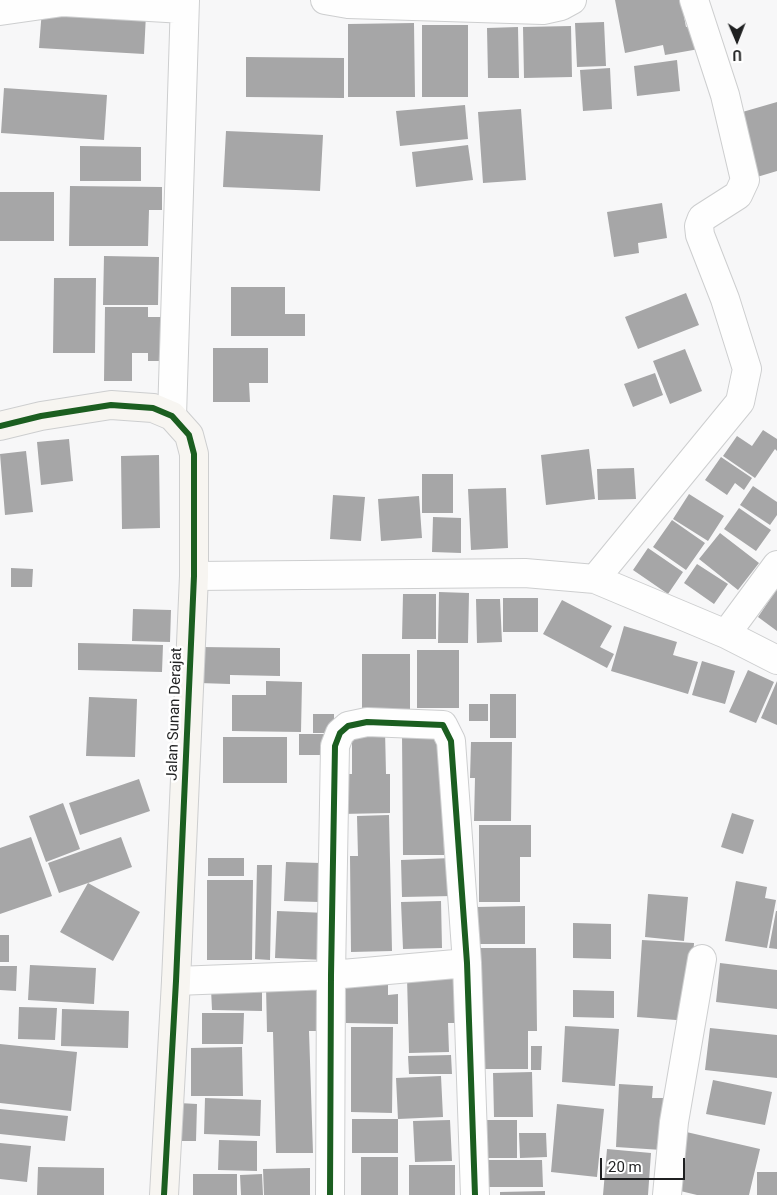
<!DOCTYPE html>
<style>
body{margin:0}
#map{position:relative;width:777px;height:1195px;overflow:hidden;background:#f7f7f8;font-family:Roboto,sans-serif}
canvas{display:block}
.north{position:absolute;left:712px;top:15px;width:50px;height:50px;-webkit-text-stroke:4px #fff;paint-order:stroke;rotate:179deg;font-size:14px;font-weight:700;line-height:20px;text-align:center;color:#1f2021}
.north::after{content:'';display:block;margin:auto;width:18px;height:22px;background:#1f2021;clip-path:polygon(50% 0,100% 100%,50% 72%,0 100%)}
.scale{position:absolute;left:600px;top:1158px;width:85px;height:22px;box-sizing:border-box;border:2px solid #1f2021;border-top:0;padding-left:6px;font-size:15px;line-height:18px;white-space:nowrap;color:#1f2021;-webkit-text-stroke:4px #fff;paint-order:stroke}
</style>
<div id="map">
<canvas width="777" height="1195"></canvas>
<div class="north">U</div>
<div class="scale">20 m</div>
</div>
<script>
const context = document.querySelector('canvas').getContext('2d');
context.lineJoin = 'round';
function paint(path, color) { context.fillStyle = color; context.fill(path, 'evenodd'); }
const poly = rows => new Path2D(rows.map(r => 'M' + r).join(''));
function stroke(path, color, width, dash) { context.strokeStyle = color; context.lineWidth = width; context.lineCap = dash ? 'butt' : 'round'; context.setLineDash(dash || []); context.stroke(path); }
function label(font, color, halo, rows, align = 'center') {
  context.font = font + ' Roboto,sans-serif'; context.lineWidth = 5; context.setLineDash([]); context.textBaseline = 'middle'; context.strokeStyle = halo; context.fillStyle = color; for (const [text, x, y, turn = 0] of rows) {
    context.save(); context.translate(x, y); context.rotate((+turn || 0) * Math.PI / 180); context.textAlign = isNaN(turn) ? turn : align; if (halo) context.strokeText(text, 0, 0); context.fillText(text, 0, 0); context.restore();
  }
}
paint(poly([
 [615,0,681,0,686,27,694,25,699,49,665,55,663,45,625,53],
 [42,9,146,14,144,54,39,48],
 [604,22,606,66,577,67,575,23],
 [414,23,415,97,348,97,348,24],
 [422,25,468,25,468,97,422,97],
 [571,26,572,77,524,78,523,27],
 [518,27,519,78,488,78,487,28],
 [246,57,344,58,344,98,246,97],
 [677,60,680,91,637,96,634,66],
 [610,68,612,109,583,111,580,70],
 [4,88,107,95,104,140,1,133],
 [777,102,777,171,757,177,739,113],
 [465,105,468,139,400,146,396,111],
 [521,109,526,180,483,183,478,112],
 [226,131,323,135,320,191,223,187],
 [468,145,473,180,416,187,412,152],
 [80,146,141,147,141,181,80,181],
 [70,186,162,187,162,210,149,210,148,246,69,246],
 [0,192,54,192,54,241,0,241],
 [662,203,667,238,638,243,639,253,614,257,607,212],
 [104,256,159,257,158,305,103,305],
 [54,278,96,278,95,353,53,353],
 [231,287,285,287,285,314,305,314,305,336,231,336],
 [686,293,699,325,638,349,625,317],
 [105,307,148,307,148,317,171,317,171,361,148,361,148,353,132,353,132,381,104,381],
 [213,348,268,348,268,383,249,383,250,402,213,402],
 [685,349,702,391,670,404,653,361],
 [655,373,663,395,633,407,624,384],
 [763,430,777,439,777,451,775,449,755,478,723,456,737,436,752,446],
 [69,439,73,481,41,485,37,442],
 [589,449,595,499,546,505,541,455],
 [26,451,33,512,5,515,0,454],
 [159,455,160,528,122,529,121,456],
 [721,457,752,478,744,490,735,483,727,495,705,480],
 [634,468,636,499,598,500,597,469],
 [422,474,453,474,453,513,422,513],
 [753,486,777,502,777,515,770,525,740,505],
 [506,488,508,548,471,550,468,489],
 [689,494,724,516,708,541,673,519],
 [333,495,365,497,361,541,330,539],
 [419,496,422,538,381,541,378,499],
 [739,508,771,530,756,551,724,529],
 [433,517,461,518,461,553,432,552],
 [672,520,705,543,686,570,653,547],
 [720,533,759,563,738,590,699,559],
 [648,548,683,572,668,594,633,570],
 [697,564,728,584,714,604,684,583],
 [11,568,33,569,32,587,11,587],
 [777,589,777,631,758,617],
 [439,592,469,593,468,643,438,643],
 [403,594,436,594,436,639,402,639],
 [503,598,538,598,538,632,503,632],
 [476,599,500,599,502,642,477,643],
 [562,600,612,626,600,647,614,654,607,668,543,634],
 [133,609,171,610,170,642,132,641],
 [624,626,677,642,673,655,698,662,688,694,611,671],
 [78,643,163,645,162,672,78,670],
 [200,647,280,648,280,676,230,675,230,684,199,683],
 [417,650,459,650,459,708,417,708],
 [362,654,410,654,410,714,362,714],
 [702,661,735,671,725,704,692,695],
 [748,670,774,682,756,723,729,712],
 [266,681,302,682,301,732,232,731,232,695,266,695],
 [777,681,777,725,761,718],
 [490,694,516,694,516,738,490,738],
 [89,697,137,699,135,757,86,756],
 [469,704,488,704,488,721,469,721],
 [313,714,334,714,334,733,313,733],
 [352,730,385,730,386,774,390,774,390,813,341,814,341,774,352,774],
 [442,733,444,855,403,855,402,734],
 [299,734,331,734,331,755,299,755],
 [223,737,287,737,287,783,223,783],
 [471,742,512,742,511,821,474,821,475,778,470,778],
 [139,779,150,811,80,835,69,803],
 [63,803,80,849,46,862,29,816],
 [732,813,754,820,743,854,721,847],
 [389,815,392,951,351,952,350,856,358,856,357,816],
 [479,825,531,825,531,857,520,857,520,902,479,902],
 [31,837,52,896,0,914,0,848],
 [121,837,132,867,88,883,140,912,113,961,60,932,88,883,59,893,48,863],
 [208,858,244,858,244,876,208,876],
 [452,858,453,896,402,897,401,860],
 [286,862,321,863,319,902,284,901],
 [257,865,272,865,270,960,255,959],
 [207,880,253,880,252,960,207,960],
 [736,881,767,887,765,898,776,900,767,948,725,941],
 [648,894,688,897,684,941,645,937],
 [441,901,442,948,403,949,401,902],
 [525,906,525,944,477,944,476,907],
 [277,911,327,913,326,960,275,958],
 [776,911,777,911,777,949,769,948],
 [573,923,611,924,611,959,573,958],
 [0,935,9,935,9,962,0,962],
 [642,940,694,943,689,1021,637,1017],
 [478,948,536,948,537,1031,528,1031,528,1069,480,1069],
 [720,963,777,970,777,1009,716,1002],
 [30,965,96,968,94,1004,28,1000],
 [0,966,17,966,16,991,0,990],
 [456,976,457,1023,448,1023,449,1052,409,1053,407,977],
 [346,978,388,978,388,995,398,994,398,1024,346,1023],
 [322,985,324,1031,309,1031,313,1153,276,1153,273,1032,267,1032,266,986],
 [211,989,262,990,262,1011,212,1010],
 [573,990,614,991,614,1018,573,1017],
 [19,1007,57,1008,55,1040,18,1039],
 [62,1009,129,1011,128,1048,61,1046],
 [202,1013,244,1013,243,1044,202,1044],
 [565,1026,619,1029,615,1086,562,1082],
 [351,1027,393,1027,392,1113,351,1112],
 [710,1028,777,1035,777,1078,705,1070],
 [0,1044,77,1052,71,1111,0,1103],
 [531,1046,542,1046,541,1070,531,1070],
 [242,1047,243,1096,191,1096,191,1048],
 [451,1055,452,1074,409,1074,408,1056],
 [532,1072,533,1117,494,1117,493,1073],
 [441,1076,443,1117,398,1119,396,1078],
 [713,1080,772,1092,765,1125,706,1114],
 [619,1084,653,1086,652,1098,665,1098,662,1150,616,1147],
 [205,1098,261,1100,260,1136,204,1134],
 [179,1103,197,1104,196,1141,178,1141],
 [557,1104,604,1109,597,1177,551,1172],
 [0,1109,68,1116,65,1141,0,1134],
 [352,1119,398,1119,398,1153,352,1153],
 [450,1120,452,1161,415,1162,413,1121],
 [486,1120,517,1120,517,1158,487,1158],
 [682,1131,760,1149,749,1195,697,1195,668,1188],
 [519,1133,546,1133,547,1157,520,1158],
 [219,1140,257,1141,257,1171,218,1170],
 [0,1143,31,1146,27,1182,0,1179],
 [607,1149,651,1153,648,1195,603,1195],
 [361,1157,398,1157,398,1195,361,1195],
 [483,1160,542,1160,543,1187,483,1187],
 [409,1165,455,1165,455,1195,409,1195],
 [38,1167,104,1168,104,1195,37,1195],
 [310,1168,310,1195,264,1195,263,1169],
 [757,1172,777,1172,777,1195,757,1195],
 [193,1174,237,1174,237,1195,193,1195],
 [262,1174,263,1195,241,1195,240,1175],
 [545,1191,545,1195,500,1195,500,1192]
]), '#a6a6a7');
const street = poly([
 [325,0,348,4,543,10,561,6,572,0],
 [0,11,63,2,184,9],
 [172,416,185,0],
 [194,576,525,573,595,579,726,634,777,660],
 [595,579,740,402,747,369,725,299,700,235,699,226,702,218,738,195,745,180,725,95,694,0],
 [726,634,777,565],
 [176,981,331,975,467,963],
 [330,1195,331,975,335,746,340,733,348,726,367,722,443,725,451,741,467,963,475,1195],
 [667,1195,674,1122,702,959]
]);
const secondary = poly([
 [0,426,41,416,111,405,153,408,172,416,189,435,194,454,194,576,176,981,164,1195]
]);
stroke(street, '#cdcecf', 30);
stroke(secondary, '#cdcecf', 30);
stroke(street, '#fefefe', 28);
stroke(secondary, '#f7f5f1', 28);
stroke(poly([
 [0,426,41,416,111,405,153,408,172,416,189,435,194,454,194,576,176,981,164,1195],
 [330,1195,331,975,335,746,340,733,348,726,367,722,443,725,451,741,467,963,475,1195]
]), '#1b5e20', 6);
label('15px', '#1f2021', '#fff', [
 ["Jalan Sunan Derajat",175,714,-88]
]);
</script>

## Exercise directions:
Your output must be one number: how many lines of the listing include "turn".

## Final answer:
2